### WHAT THE TASK ASKS
Please return all lines from the records below that include the string "names".

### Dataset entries
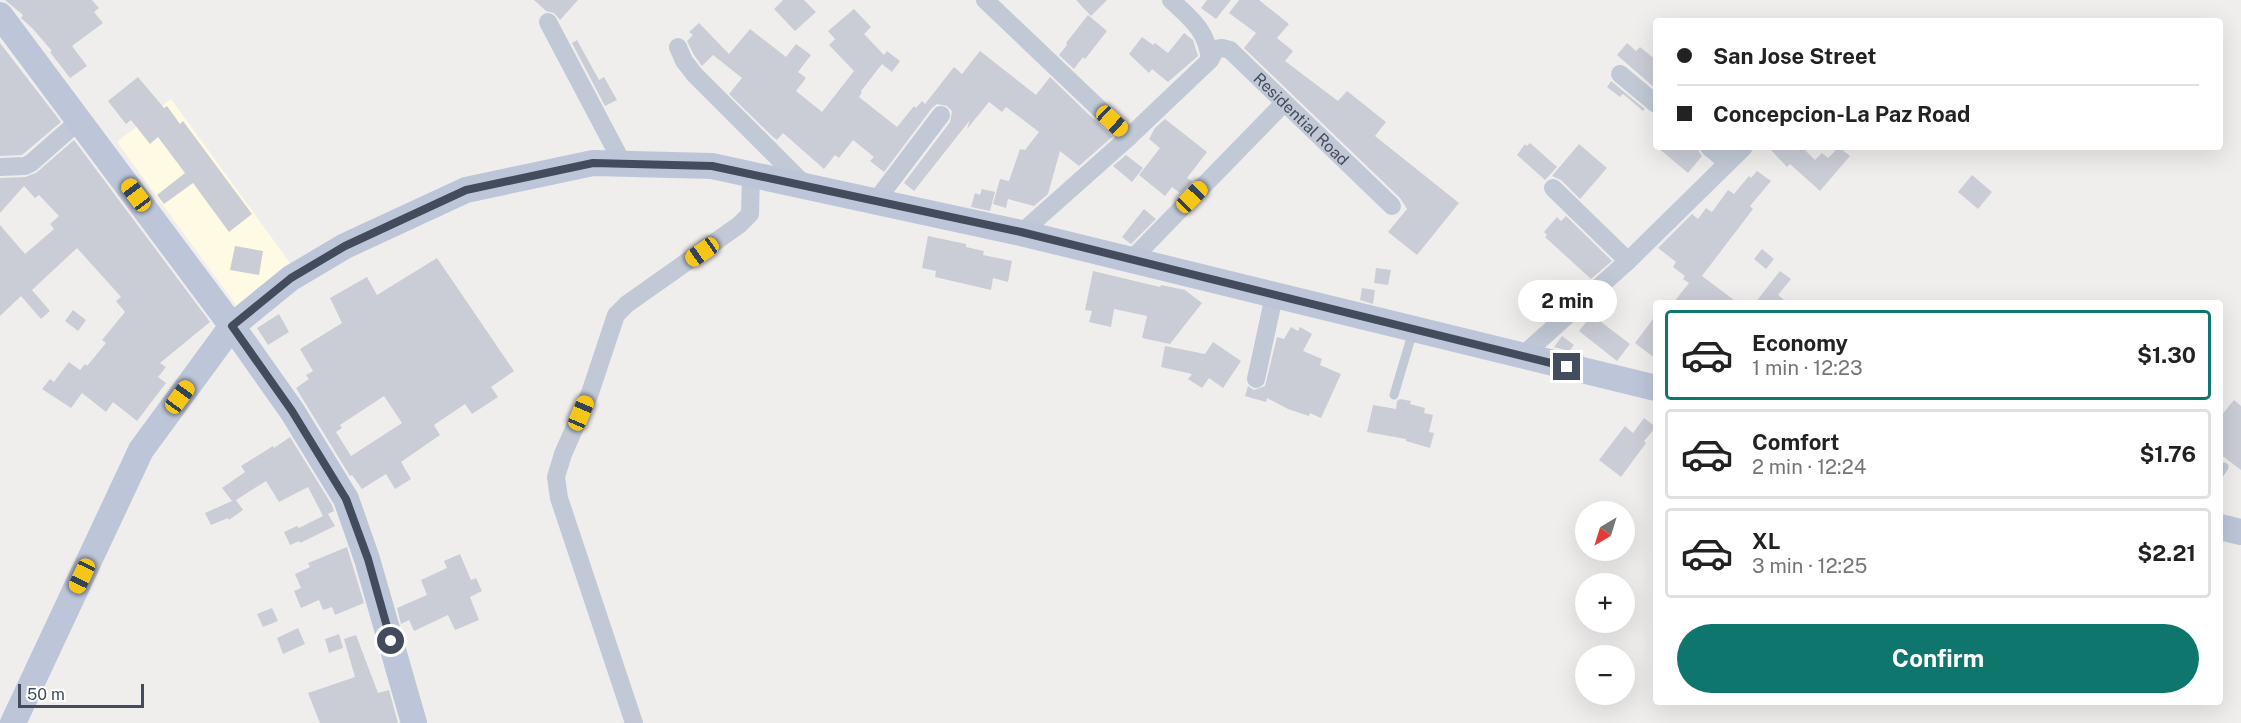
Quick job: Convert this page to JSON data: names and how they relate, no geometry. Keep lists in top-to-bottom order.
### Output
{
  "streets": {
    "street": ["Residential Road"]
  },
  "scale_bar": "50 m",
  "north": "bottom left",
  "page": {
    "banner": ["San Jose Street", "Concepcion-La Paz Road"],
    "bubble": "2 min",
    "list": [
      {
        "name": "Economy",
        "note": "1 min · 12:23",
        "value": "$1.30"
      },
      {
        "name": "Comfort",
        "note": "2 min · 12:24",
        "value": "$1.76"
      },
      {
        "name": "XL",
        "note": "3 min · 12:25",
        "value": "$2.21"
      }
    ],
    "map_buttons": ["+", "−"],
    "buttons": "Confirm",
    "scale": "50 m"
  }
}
...
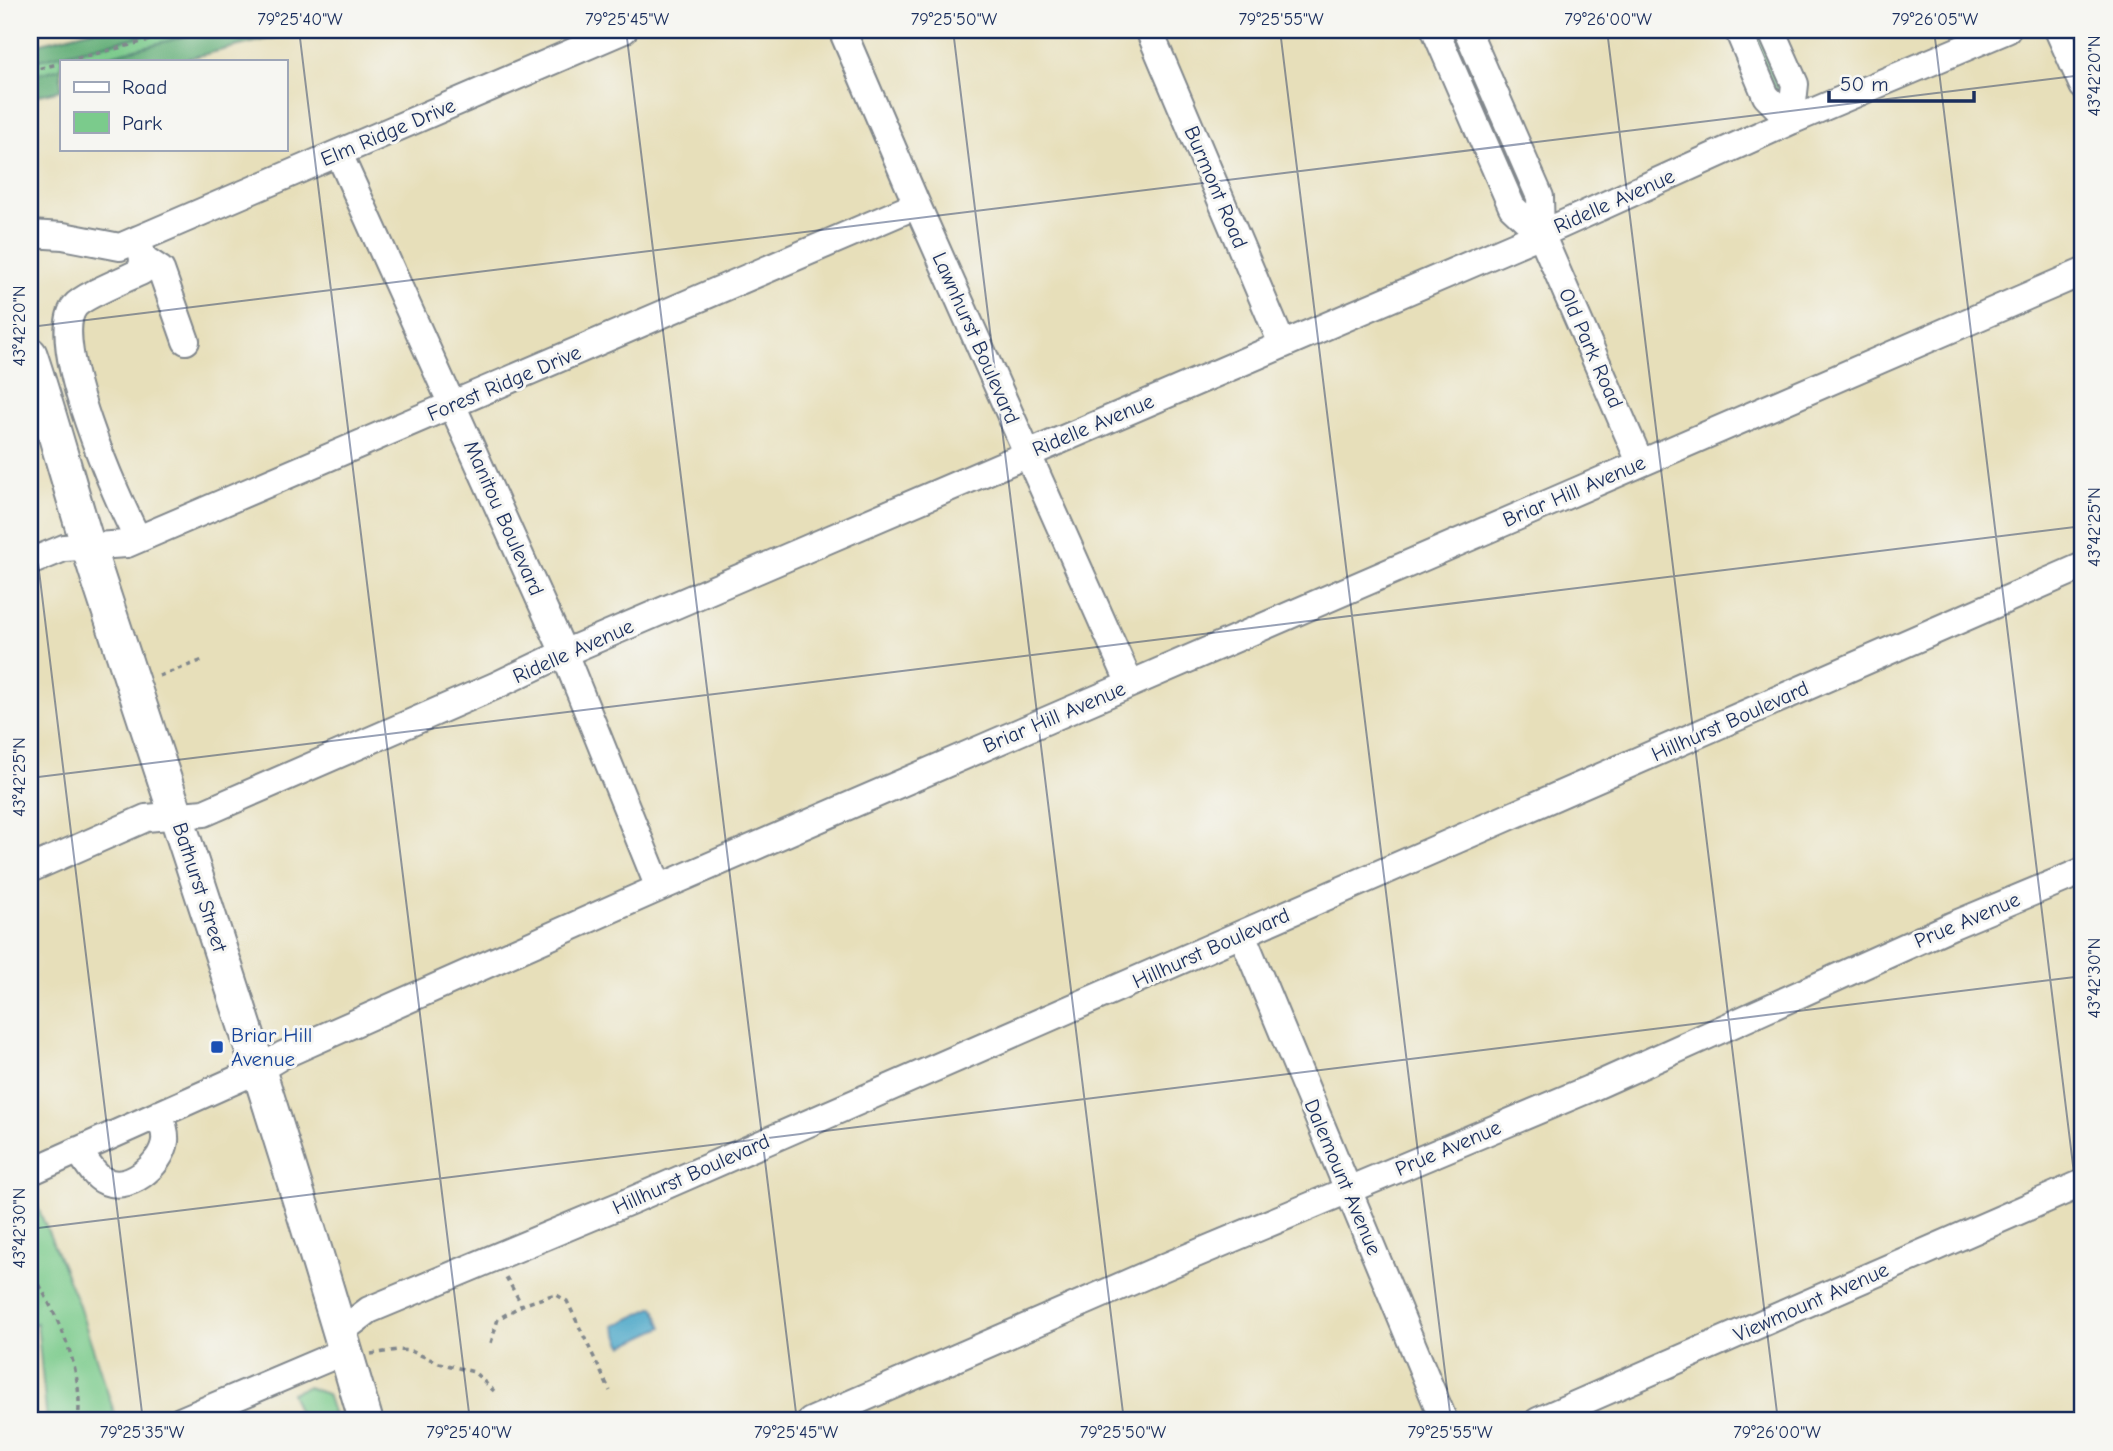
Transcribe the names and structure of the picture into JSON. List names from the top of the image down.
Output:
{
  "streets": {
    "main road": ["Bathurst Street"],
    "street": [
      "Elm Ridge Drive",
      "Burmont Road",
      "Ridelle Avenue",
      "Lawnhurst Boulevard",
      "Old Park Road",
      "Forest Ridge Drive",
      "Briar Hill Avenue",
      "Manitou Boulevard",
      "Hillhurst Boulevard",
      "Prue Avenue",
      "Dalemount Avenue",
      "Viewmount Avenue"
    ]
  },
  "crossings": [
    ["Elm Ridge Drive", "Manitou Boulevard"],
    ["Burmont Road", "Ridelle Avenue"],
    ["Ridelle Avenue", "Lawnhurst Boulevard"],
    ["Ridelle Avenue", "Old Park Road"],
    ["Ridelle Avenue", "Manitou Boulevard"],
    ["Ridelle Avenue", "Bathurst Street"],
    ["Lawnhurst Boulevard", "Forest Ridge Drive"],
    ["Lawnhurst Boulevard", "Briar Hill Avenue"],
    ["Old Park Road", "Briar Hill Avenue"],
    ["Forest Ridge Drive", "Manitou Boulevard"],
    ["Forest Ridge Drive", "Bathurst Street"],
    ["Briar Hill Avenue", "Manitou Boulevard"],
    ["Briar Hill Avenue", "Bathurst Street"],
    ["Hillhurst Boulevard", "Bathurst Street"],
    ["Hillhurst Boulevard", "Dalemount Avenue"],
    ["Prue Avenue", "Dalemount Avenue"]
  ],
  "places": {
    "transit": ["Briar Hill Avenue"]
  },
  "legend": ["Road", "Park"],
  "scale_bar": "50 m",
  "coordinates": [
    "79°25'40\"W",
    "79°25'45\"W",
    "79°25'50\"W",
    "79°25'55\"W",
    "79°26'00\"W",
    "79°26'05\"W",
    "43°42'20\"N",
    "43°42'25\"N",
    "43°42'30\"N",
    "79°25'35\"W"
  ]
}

### WRITTEN REPLY
Quick job: Convert this page to JSON data: names and how they relate, no geometry. Keep lists in top-to-bottom order.
Transcribe the names and structure of the picture into JSON. List names from the top of the image down.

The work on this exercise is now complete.